Exercise prompt
Read through the data and report every line in which the word "column" occurs.

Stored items

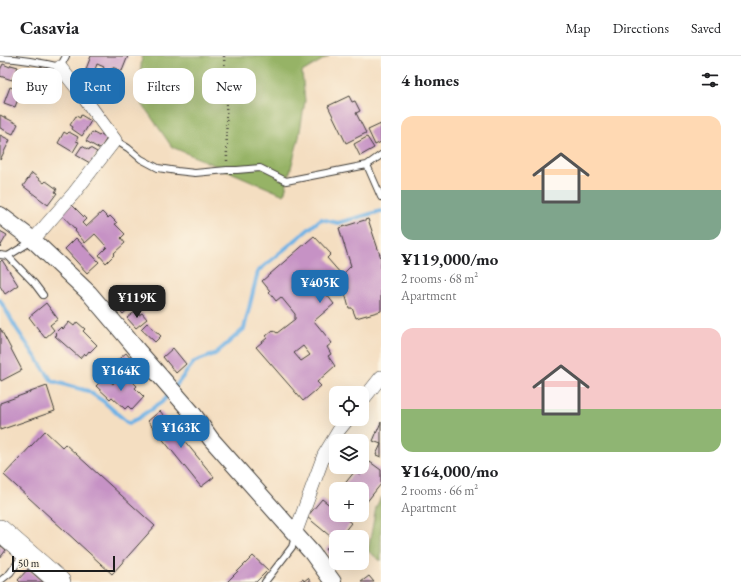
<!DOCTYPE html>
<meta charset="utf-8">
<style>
:root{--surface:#fff;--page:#f6f6f6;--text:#202124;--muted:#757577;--line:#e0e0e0;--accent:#1f6fb2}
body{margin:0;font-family:"EB Garamond",serif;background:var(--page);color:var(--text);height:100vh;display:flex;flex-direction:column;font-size:15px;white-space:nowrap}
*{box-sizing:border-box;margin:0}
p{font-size:13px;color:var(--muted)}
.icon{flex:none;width:22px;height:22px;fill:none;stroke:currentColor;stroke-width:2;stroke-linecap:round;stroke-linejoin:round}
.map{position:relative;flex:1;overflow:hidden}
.details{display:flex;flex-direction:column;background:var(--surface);width:360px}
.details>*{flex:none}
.banner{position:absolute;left:12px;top:12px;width:309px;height:36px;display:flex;gap:8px}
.buttons{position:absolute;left:329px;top:330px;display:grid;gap:8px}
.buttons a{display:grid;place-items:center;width:40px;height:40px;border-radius:8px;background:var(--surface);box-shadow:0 4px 16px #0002;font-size:20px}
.scale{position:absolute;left:12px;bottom:10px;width:103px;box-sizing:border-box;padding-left:4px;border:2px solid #1c1c1c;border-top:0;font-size:11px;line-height:14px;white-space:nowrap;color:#1c1c1c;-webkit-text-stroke:3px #fcf5e5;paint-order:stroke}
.price{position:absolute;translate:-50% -34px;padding:0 9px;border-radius:8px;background:var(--accent);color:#fff;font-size:13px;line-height:26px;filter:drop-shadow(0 1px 2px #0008)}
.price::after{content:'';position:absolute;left:50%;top:24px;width:12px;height:9px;margin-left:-6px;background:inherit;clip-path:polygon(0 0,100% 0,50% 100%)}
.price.current{background:#222;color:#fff}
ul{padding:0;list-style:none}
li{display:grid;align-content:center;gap:8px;height:212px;padding:0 20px}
li span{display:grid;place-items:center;height:124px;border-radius:12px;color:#555}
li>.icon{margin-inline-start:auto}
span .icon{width:72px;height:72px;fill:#fffc;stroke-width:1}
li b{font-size:17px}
h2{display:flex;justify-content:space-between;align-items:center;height:48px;padding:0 20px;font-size:17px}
.pill{padding:0 14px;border-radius:12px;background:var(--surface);box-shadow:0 4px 16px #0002;font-size:14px;line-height:36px}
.pill.current{background:var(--accent);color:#fff}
header{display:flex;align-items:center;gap:24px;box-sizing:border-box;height:56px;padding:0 20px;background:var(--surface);border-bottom:1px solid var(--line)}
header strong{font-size:19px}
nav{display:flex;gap:22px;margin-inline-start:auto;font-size:14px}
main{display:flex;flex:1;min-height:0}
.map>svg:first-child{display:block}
.forest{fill:#96b366;stroke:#596841}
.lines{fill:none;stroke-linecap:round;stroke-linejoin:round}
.stream{stroke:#71b2e5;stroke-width:4}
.building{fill:#c692c5;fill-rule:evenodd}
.service-casing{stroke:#3c3935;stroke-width:8}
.minor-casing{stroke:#3c3935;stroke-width:14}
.tertiary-casing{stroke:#3c3935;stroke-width:18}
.trunk-casing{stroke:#3c3935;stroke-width:22}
.path{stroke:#3c3935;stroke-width:2.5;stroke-dasharray:1 3;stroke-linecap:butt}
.service{stroke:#fff;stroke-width:6}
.minor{stroke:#fff;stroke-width:13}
.tertiary{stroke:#fff;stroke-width:16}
.trunk{stroke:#fff;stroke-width:21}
</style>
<header>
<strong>Casavia</strong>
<nav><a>Map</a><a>Directions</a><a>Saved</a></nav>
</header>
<main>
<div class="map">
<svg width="381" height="526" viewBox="0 0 381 526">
<rect width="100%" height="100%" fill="#fcf5e5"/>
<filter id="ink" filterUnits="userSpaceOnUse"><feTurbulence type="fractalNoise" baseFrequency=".025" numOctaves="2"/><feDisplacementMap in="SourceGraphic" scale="8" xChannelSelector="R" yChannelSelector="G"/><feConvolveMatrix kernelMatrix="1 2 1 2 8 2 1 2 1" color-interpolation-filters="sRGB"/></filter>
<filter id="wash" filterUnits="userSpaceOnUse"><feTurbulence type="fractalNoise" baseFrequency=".012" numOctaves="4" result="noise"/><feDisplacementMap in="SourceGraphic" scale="16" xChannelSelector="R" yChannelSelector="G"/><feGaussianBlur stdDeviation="0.9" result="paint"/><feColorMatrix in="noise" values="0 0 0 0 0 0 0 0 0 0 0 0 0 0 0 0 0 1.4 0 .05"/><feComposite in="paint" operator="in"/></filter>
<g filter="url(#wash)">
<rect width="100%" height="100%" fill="#f4dec1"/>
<!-- forest -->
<path class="forest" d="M142,0H329L302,16L305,45L299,81L284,139L172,91L138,42Z
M381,441V505L368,495L376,451Z"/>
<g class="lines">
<!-- stream -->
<path class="stream" d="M0,244L16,272L52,325L88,335L103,345L129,368L162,346L171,336
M175,331L194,306L215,298L244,273L258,215L321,163L338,167L381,155"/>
</g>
<g id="blocks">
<!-- building -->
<path class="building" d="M91,0H128L122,15L112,11L106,27L99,24L104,11L97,8L94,16L86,13Z
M3,8L10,11L11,9L18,11L12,24L0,20V14Z
M20,12L34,17L28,32L17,28L20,20L17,18Z
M10,31L21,35L15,51L4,47Z
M349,40L352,46L355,45L360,55L356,57L366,77L346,87L328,50Z
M0,59L18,68L13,78L0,72Z
M81,59L91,65L82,80L72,73L73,71L70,69L76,60L80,62Z
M381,68V86L375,89L368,74Z
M64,76L67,78L69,76L78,81L76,85L79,86L73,96L58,87Z
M92,76L99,80L101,78L107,82L100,93L86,85Z
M0,79L10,84L0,104Z
M367,81L374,92L360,100L354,88Z
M82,90L89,94L90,92L97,96L90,107L76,99Z
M32,117L44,127L46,125L57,133L55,136L57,137L48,149L23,130Z
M71,148L86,163L82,167L86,171L102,156L108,162L110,160L117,167L115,168L125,178L121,182L125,187L114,197L115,198L106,207L99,199L107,191L95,178L85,187L75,175L76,174L61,158Z
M368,163L381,202V255L356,262L352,252H349L345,237L347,236L346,231L335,233L327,239L334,248L314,265L332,287L327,291L331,298L328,300L335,310L317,326L321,330L303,345L256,291L267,282L266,280L273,274L277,277L295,263V258L281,241L276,245L269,236L270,235L262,225L314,180L331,198L327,202L342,219L351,210L339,172ZM308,218L315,226L307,233L300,225ZM303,290L310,299L301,305L294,297Z
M0,175L7,179L0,191Z
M76,182L99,206L87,217L65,193Z
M2,204L18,229L5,238L0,230V206Z
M123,241L127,245L129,243L134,248L123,258L114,248Z
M46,247L58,263L50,269L54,274L45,282L29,261Z
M136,255L139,259L142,257L147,263L136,272L127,262Z
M69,266L74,270L77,266L85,273L83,275L97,289L90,296L89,295L86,299L84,297L80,302L55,280L57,279L55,277L61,271L63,273Z
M147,267L161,280L155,286L141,273Z
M0,272L22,314L1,325L0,322Z
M173,292L186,308L176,317L163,301Z
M126,297L136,309L124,319L122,316L116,321L108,312Z
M120,320L127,326L130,323L137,330L135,332L144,341L132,354L128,350L125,353L112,341L110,343L96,330L105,321L113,328Z
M47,330L55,355L0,374V347Z
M160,355L214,421L201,431L148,365Z
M381,366V401L376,399L381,388L373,385Z
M45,375L62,391L65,388L155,470L112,518L4,419Z
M370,406L381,414V428L365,448L362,445V433H347L343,430L355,415L360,419Z
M322,443L336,454V459H341L351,467L340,481H336V485L307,461Z
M0,489L6,494L0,502Z
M336,489V502L333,504L325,493L330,490L332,492Z
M253,500L268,514L256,526H227Z
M28,513L43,526H20L18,524Z
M369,520L374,526H361Z
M308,522L311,526H298L303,523L304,525Z"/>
</g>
</g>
<g filter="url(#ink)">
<use href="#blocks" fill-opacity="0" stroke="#3c3935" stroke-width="1"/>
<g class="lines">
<!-- service casing -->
<g class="service-casing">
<path id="service" d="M0,2C21,3 40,6 60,11L66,0
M115,84L128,92L141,103L158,112L177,115L195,117L227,114H237L260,112L286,125L367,109L381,99
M367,109L381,141
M0,199L8,200L32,185
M8,200L34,227L43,239
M0,525L10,517L23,499
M265,526L292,491L295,481"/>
</g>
<!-- minor casing -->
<g class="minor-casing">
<path id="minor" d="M33,184L74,137L115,84L79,35L60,11
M362,345L381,321
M295,478L324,399L339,374L348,363"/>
</g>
<!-- tertiary casing -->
<g class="tertiary-casing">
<path id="tertiary" d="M0,159L33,184L89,237L124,278L139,296L194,359L211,383L312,497L333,526"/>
</g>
<!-- trunk casing -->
<g class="trunk-casing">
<path id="trunk" d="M0,474L60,526"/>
</g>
<!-- path -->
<path class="path" d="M224,0L226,40L227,105"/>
<!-- service -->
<use href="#service" class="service"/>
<!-- minor -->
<use href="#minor" class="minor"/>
<!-- tertiary -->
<use href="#tertiary" class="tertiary"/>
<!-- trunk -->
<use href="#trunk" class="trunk"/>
</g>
</g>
</svg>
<div class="buttons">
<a><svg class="icon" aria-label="locate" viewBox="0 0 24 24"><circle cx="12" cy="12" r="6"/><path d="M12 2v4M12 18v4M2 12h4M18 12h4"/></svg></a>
<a><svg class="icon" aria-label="layers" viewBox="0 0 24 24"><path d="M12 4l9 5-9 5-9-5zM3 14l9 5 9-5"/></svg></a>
<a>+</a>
<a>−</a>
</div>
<div class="scale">50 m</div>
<b class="price" style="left:320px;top:248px">¥405K</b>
<b class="price current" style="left:137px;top:263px">¥119K</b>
<b class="price" style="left:121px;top:336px">¥164K</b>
<b class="price" style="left:181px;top:393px">¥163K</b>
<div class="banner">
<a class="pill">Buy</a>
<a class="pill current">Rent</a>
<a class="pill">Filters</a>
<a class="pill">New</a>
</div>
</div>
<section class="details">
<h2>4 homes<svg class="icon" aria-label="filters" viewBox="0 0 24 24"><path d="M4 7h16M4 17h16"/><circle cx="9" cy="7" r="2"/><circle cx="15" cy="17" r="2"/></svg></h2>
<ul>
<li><span style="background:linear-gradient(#ffd9b3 60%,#7fa58c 0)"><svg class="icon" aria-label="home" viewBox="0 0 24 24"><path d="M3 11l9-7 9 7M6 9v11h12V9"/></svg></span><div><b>¥119,000/mo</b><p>2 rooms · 68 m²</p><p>Apartment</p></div></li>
<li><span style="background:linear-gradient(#f6c9c9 65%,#8fb573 0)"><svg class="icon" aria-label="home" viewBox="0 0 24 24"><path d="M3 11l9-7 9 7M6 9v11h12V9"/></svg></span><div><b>¥164,000/mo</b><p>2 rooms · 66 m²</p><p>Apartment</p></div></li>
</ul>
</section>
</main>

Answer
body{margin:0;font-family:"EB Garamond",serif;background:var(--page);color:var(--text);height:100vh;display:flex;flex-direction:column;font-size:15px;white-space:nowrap}
.details{display:flex;flex-direction:column;background:var(--surface);width:360px}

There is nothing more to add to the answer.